The topic at hand is the moral status of commercial global surrogacy, an activity in which one party commissions another party from a foreign country to carry an embryo to term. The guiding inquiry of the paper is whether there is a moral problem with commercial global surrogacy. I will discuss both the concept and the practice of commercial global surrogacy, and try to show that the concept of commercial global surrogacy is not necessarily and inherently morally wrong, but contend that the paradigm example of practical (practice-related) concerns for moral problems in commercial global surrogacy does show that the practice has room for improvement.
The first discussion will be wholly conceptual. The purpose of this is to show that the concept of surrogacy is often conflated with its practice, and that this confuses the discussion of its moral status. Now, an act which is necessarily and inherently morally wrong is something which is wrong definitionally, or wrong analytically according to what it entails. Murder, for example, is an act which is necessarily and inherently morally wrong because murder is a species of killing whose differentia consist in its being-wrong. It is definitionally wrong and hence there can be no morally acceptable form of murder – and so we know if any instance of “murder” does not seem wrong, we know we have misapplied the term. Commissioning a hitman to kill your spouse because they leave the toilet seat up is a more complicated act which is analytically wrong because it entails being the ultimate cause of an undeserved harm or a definitionally wrong act, namely, murder, without being the proximate agent. Taking part in commercial global surrogacy is not in concept such an act, nor does it consist in being the ultimate cause of such acts.

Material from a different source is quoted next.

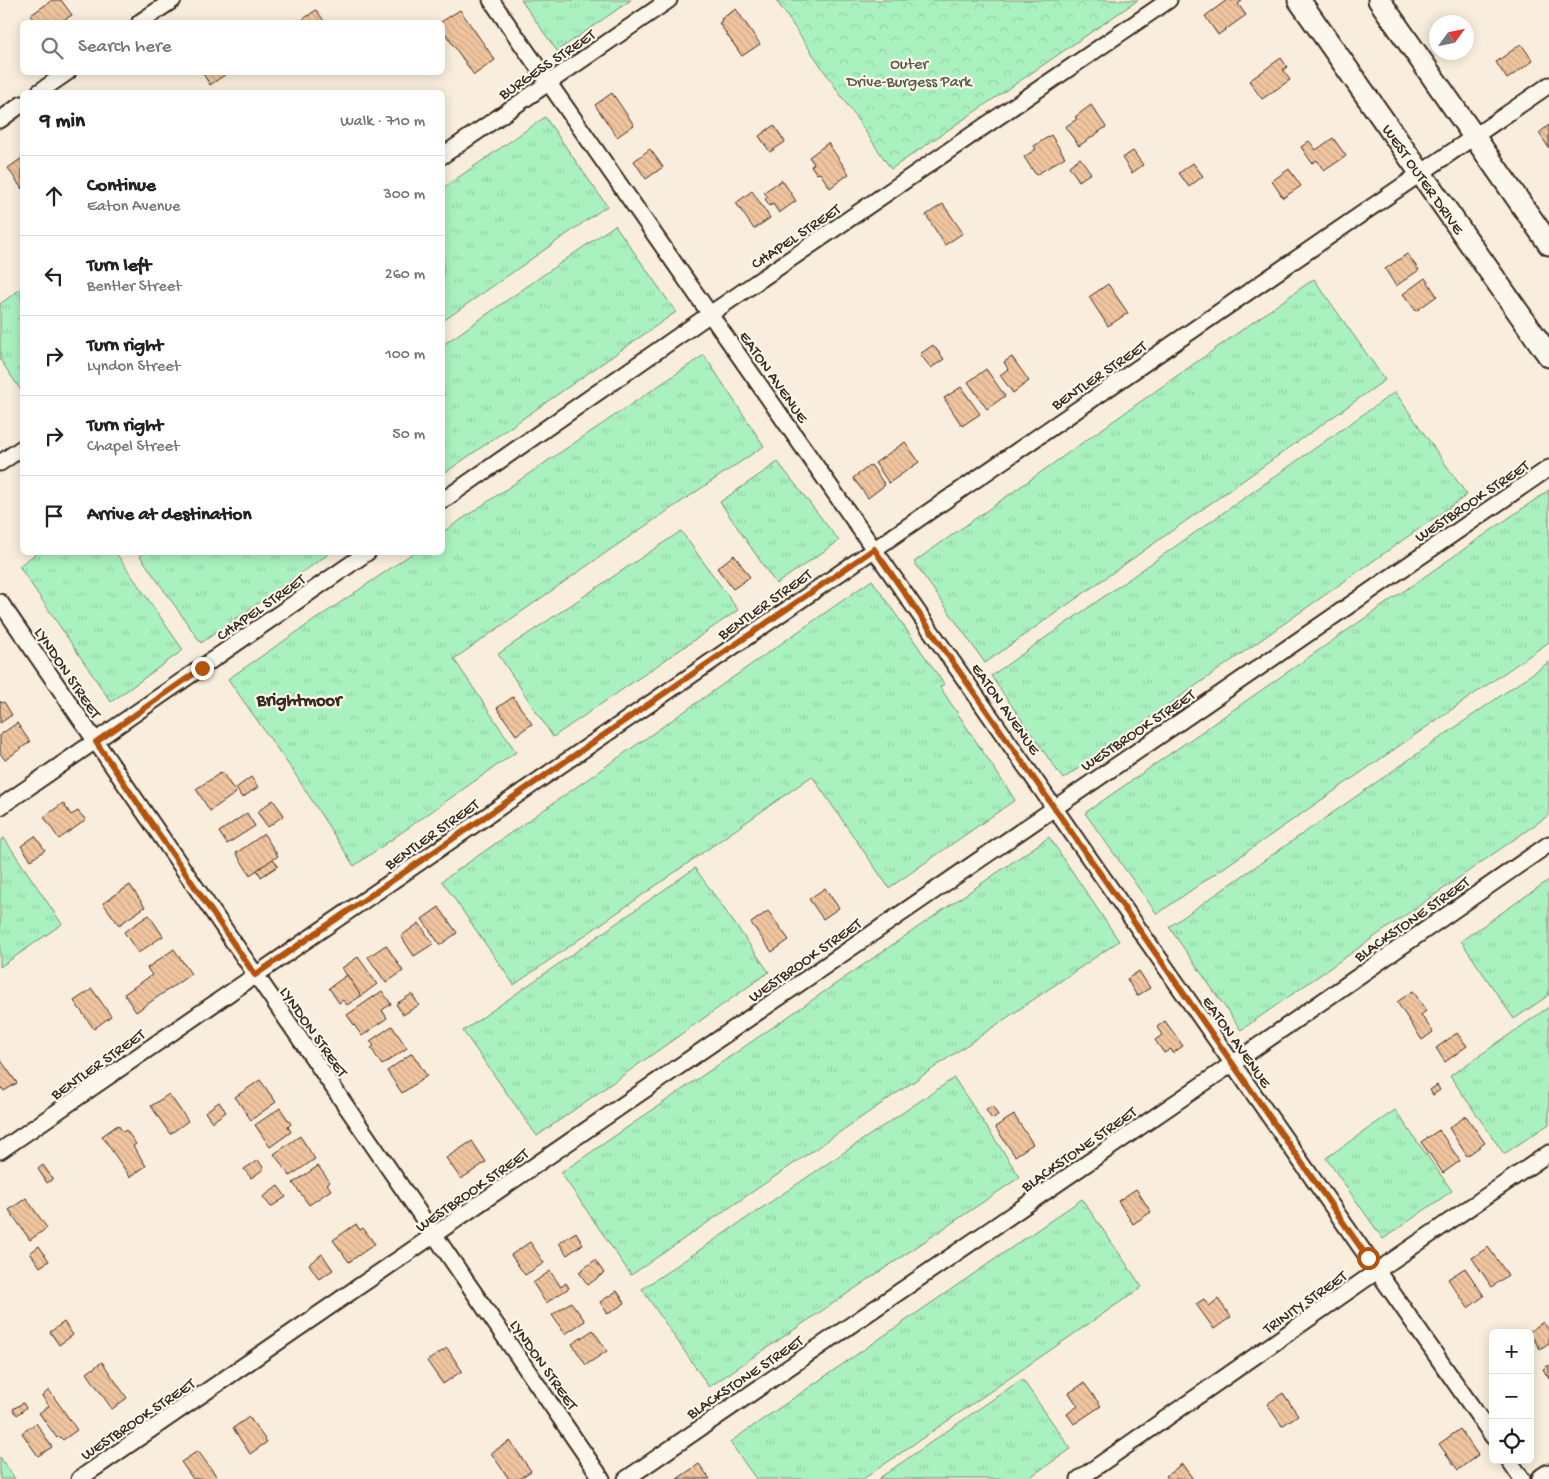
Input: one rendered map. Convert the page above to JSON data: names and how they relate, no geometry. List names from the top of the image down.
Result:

The act “commissioning a foreign surrogate” should be thought of as a species of “commissioning a foreign laborer.”[i] Its differentia is only in the type of labor contracted, which is a special kind of reproductive labor, which involves contracting someone to bear a child on behalf of another person, who is of foreign nationality.[ii] This is clearly not definitionally wrong in the sense that murder is, and it is hard to see how it is analytically wrong in the sense that commissioning a hitman to kill your spouse is wrong. Objections on conceptual grounds that are not mindful of the scope of this differentia either entail objecting to broad swathes of practices which are uncontroversially unproblematic or attribute more to the concept of global commercial surrogacy than is necessarily in the concept. Most would-be conceptual objections are of these kinds (though they can be raised as practical objections to particular instances of commercial surrogacy). Pointing this out shows that such conceptual objections are merely prejudicial and misled intuitions, perhaps the results of uncritically applied ideology or an irrational aversion that should be overcome rather than yielded to.
Two common conceptual objections to commercial global surrogacy that fall under these categories are “it is wrong to contract a person/woman for the use of their body” and “global commercial surrogacy relationships are necessarily exploitative to some degree.” The first example is a case of problem 1 – this objection problematizes every labor contract in concept, which is untenable. The second is a case of problem 2 – global commercial surrogacy in concept says little about either party beyond their disparate nationality; it says nothing about their actual nationality, the parties’ relationship, their responsibilities, circumstances, number, genders, sexualities, or economic status.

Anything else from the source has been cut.